The following cards (#13-30) are additional spiritual principles and practices that can be essential in recovery.
Otter floating on its back
Faith for the nonreligious might seem like an unneeded principle to add to the spiritual toolbox. This viewpoint is usually held because faith gets confused with belief. Belief is a product of the mind, while faith is a product of personal experience. Beliefs are not based on facts but on preconceived ideas and opinions about truth. They are founded on what is desired and hoped for rather than evidence. Alternatively, faith unfolds as we pay attention with curiosity rather than rigid judgment. We decide to keep an open mind and see what happens. As Alan Watts explained, we don’t grab hold of anything; we just “relax and float.” Faith enables us to try once more and trust again.
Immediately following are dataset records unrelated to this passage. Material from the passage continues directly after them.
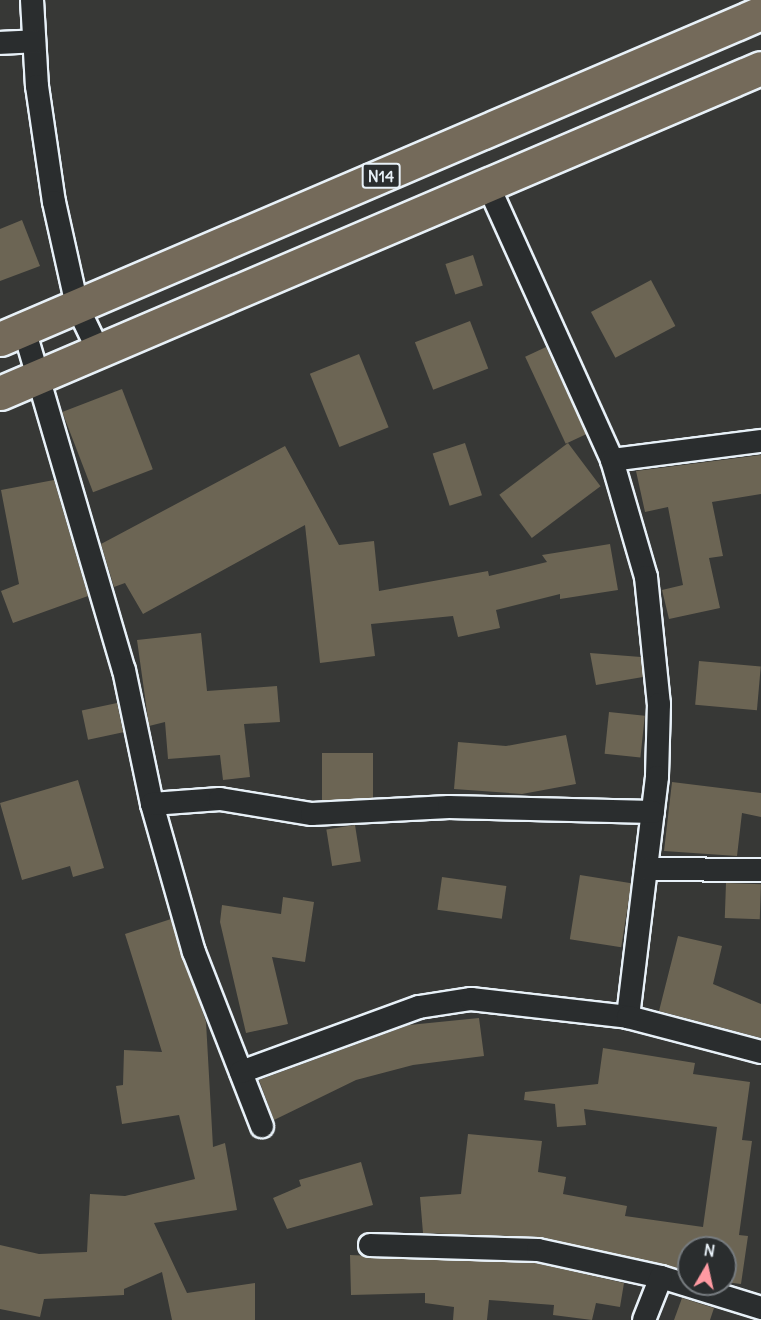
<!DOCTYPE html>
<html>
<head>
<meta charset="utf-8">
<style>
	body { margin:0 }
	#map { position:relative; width:761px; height:1320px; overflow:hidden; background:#373836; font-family:Delius,sans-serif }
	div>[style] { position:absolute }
	.building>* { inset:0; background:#6c6554; transform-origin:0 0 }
	.roads { filter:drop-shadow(2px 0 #e8f1f8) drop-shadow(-2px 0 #e8f1f8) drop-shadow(0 2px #e8f1f8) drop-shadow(0 -2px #e8f1f8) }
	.street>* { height:22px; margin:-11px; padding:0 11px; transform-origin:11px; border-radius:11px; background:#2a2d2e }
	.primary>* { height:33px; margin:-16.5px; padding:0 16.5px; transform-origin:16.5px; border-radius:16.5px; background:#746a5a }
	span { translate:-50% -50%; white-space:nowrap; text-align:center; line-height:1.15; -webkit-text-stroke:4.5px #2a2d2e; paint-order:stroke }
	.shield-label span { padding:2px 4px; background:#2a2d2e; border:2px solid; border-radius:4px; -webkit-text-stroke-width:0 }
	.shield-label { font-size:16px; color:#e8f1f8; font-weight:700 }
	.north { position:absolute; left:677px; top:1236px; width:60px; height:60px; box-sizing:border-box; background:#2a2d2e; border:2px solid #767b7f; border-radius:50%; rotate:9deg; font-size:16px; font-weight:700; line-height:24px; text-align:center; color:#e8f1f8 }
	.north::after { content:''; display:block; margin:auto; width:21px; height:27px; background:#ff9aa2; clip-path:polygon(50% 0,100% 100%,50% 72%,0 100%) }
</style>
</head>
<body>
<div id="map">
	<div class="building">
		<i style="clip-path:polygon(22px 220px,40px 266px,0 281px,0 229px)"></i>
		<i style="left:473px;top:255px;width:32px;height:29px;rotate:72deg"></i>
		<i style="left:651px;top:280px;width:52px;height:68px;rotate:62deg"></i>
		<i style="left:470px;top:321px;width:51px;height:59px;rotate:69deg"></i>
		<i style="left:546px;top:347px;width:96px;height:23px;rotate:65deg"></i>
		<i style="left:359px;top:354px;width:79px;height:53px;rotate:68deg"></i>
		<i style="left:122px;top:389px;width:86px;height:64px;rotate:69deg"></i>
		<i style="left:465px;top:443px;width:55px;height:34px;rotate:72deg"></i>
		<i style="left:568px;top:443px;width:54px;height:86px;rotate:53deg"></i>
		<i style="clip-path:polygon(285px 446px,339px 545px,374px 541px,379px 591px,488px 571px,489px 576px,547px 562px,542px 555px,610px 544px,618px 590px,560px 599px,560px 594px,496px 610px,500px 628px,458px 637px,453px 616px,371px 624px,375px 656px,320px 663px,305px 525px,143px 614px,125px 583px,114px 587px,101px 544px)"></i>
		<i style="clip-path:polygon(761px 455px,761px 494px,712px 502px,723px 556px,709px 558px,720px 608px,669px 619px,662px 590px,683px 585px,668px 507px,645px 512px,636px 471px)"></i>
		<i style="clip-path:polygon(54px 480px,88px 596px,13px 623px,1px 591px,19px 584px,1px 490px)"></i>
		<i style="clip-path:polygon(201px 633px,207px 691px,277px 686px,280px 722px,244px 724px,250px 777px,223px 780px,220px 755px,168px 759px,165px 722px,149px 726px,137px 640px)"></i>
		<i style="clip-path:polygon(590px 653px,641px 657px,643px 677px,596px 685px)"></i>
		<i style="left:699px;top:661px;width:62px;height:44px;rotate:5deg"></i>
		<i style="left:117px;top:703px;width:30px;height:36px;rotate:78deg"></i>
		<i style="left:609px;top:712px;width:36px;height:42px;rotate:6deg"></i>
		<i style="clip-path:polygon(566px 735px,576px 784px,522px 794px,454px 789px,458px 742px,506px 746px)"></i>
		<i style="left:322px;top:753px;width:51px;height:47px"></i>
		<i style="clip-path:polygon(78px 780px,104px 868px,73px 877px,70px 866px,22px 880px,0 803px)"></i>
		<i style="clip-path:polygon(672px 782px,761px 793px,761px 817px,742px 813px,737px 856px,664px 851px)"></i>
		<i style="left:355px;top:825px;width:37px;height:29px;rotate:81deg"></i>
		<i style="left:580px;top:875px;width:52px;height:65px;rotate:9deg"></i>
		<i style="left:442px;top:877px;width:65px;height:33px;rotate:8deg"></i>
		<i style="left:726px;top:883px;width:35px;height:35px;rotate:2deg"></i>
		<i style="clip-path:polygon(283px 897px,314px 902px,305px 962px,272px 957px,288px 1024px,246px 1033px,220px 922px,222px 905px,281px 914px)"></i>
		<i style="clip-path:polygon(171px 919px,206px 1022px,213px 1147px,225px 1143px,237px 1210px,154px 1223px,187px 1293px,255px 1283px,255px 1320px,172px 1320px,162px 1272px,124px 1289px,124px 1295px,44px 1299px,40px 1317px,0 1309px,0 1245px,39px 1254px,87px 1252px,90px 1194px,125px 1196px,195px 1179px,179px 1115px,122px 1124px,116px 1086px,123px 1085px,124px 1050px,162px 1052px,125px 934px)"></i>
		<i style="clip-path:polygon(678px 936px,722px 946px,713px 984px,761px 1004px,761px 1038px,659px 1011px)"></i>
		<i style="clip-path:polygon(479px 1018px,484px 1056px,413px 1065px,356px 1080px,274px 1120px,259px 1080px,409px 1025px)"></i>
		<i style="clip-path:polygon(603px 1048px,695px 1063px,693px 1074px,750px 1082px,742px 1140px,752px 1141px,739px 1235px,748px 1236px,741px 1284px,725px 1282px,725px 1248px,689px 1248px,689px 1272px,541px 1237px,423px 1233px,420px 1197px,461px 1194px,468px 1134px,542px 1141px,538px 1172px,566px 1177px,563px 1194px,627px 1206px,625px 1216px,703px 1227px,717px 1127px,584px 1109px,586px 1125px,557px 1127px,555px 1104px,524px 1100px,525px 1092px,598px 1084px)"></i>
		<i style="clip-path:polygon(361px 1162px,373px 1205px,287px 1229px,273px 1198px,301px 1186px,299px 1180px)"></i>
		<i style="clip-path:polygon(350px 1255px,536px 1263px,624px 1283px,620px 1307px,596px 1303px,592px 1320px,553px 1315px,554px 1305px,489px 1300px,487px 1320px,453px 1320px,454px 1307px,425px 1303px,425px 1293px,351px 1295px)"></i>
		<i style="clip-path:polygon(682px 1298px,714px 1308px,710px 1320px,674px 1320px)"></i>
	</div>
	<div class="roads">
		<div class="street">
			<i style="left:32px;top:0;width:86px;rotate:86.7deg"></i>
			<i style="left:37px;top:86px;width:117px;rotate:81.7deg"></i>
			<i style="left:54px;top:202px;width:107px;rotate:77.5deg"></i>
			<i style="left:77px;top:306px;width:51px;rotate:64.4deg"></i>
			<i style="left:0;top:43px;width:34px;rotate:-3deg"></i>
			<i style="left:488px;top:185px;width:302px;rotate:65.7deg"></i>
			<i style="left:612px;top:460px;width:122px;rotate:73.8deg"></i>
			<i style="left:646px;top:577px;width:128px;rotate:84.2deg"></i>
			<i style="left:659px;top:704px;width:73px;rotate:91.6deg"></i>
			<i style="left:657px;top:777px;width:242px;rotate:96.9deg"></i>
			<i style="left:24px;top:329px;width:355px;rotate:73.7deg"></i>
			<i style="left:124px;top:670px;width:137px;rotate:78.2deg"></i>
			<i style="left:152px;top:804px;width:154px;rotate:74.2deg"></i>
			<i style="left:194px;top:952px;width:187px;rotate:68.7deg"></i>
			<i style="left:612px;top:460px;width:150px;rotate:-7.3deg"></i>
			<i style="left:152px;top:804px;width:68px;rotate:-4.2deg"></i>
			<i style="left:220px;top:799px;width:93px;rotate:9.3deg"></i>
			<i style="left:312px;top:814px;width:137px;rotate:-2.9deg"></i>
			<i style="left:449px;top:807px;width:204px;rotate:1.4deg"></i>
			<i style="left:646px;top:869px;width:115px;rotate:0.5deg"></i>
			<i style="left:241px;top:1072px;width:189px;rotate:-20.1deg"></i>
			<i style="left:419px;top:1007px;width:53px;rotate:-8.7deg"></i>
			<i style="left:471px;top:999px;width:158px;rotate:6.5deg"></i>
			<i style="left:628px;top:1017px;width:138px;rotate:14.7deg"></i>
			<i style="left:370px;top:1245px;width:168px;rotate:1.7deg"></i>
			<i style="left:538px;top:1250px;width:126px;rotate:12.4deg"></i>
			<i style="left:661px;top:1277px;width:105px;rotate:17.2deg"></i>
			<i style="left:644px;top:1320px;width:46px;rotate:-68.4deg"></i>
		</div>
		<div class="primary">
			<i style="left:0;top:339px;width:828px;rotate:-23.19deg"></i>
			<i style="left:0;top:393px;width:827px;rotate:-23.13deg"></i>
		</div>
	</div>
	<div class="shield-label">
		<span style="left:381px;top:176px">N14</span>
	</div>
	<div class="north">N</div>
</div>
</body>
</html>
Though we may learn from the past, we don’t use it to over-generalize in the present. Beginning faith may start from the confidence we see in others, but it is our own investigation that will ground it. We put ideas into practice, staying open to our experience without reservation and to whatever the truth might turn out to be. Faith then becomes an open-hearted orientation to life rather than a never-changing position.
When you know for yourselves that, ‘These qualities are skillful; these qualities are blameless; these qualities are praised by the wise; these qualities, when adopted and carried out, lead to welfare and to happiness’ — then you should enter and remain in them.